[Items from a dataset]
------------------------------------------------

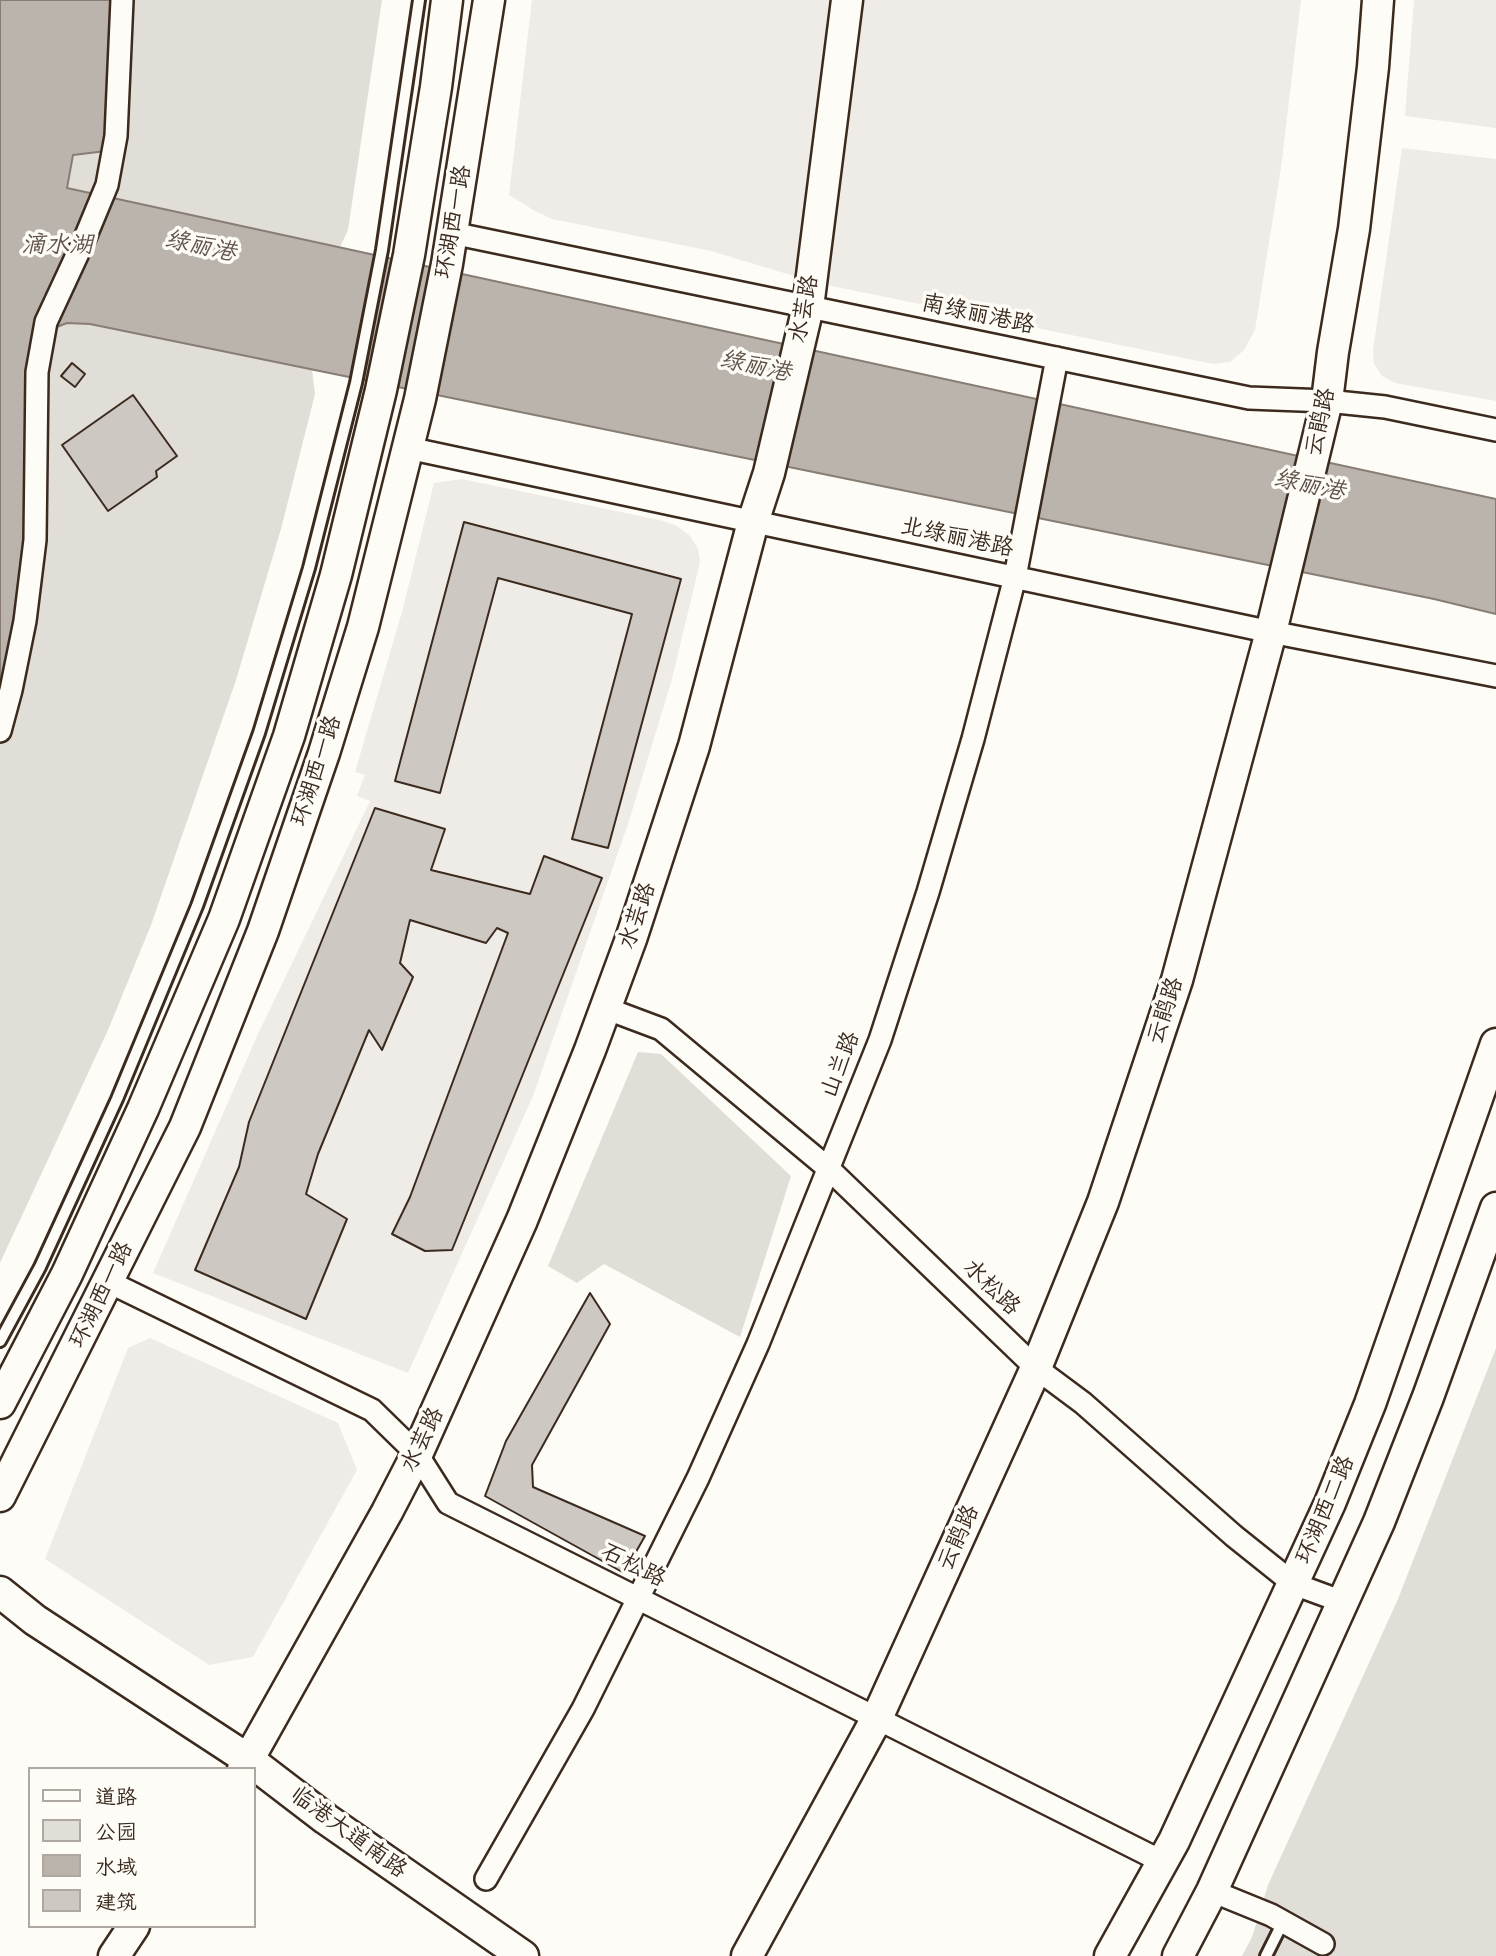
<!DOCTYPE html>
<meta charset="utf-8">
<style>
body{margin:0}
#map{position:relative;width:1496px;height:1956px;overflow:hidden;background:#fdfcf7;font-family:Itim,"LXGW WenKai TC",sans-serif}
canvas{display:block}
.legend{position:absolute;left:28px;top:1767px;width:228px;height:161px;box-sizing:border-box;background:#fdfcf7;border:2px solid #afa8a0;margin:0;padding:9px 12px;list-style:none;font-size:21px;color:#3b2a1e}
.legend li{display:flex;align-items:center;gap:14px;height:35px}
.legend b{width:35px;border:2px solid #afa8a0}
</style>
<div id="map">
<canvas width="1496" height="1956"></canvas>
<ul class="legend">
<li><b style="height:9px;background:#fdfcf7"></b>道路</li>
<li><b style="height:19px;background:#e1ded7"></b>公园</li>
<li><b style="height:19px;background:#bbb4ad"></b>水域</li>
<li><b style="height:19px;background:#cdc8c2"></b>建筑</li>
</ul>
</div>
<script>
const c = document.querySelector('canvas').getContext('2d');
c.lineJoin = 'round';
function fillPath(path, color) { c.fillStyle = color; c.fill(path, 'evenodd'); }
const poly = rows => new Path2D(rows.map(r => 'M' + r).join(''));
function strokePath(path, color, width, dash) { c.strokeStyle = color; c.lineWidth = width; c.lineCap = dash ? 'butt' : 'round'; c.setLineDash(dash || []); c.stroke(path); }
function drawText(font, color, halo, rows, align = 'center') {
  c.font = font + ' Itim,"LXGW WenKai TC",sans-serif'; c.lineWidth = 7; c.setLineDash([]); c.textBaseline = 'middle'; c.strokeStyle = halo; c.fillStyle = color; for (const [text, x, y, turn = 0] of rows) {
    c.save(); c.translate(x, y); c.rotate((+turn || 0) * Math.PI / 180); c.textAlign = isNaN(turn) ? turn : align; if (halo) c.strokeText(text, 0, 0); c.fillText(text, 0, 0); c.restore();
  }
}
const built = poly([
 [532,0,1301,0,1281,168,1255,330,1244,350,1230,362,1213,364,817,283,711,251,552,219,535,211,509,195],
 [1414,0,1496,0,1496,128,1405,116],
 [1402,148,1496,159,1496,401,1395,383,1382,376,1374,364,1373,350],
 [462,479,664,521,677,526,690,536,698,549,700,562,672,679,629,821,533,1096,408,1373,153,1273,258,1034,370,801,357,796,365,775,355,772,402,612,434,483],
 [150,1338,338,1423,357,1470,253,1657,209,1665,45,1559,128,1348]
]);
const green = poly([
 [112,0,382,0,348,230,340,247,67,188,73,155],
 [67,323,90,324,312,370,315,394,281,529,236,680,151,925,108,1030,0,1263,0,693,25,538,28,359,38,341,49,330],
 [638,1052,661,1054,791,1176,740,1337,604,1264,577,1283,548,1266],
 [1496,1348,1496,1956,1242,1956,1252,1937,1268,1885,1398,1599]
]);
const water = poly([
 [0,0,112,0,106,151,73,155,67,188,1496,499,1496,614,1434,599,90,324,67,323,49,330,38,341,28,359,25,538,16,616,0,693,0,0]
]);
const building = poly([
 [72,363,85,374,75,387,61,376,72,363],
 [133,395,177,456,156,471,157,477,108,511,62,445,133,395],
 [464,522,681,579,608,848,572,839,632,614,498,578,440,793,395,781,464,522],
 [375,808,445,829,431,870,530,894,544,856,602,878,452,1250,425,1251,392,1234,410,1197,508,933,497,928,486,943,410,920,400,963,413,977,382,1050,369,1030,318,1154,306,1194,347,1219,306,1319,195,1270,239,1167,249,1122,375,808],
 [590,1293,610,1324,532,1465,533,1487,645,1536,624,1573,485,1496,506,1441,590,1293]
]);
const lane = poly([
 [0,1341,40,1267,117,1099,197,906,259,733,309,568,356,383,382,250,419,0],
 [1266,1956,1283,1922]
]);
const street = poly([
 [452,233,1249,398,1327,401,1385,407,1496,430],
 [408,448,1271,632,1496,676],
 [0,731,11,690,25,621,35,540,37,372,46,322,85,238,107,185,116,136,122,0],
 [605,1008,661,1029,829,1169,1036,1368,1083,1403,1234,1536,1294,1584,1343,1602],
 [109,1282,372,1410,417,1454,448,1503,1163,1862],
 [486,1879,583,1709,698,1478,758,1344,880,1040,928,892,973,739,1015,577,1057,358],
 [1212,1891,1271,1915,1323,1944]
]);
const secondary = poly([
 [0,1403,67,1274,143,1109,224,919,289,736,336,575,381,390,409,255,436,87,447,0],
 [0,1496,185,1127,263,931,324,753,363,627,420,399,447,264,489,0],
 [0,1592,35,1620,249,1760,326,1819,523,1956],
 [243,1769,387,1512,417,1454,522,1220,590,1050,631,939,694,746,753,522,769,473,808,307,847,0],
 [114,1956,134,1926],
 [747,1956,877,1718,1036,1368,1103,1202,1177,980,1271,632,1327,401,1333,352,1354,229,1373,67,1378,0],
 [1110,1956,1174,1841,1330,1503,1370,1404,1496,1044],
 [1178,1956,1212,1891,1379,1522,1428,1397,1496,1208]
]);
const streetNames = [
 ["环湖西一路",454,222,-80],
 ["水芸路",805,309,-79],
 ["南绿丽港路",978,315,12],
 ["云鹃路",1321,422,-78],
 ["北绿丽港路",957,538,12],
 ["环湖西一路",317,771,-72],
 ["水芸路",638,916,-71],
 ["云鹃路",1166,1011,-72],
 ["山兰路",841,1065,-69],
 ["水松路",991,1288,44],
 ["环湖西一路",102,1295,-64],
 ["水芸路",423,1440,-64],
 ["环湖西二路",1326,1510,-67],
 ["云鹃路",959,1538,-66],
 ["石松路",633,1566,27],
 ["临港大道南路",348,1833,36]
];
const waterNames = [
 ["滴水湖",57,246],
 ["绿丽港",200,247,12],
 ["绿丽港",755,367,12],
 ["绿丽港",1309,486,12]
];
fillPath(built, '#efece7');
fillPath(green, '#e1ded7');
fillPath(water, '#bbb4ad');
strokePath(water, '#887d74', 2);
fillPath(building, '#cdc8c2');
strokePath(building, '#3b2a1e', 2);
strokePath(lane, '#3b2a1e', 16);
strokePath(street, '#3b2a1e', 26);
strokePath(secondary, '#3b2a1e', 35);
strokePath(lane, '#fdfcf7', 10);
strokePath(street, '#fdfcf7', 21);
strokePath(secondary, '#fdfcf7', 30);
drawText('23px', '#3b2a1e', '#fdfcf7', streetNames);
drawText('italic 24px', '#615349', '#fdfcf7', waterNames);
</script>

------------------------------------------------

Instructions for the task: Number of lines holding "turn" in the data: give it, with nothing else.

Exercise output: 2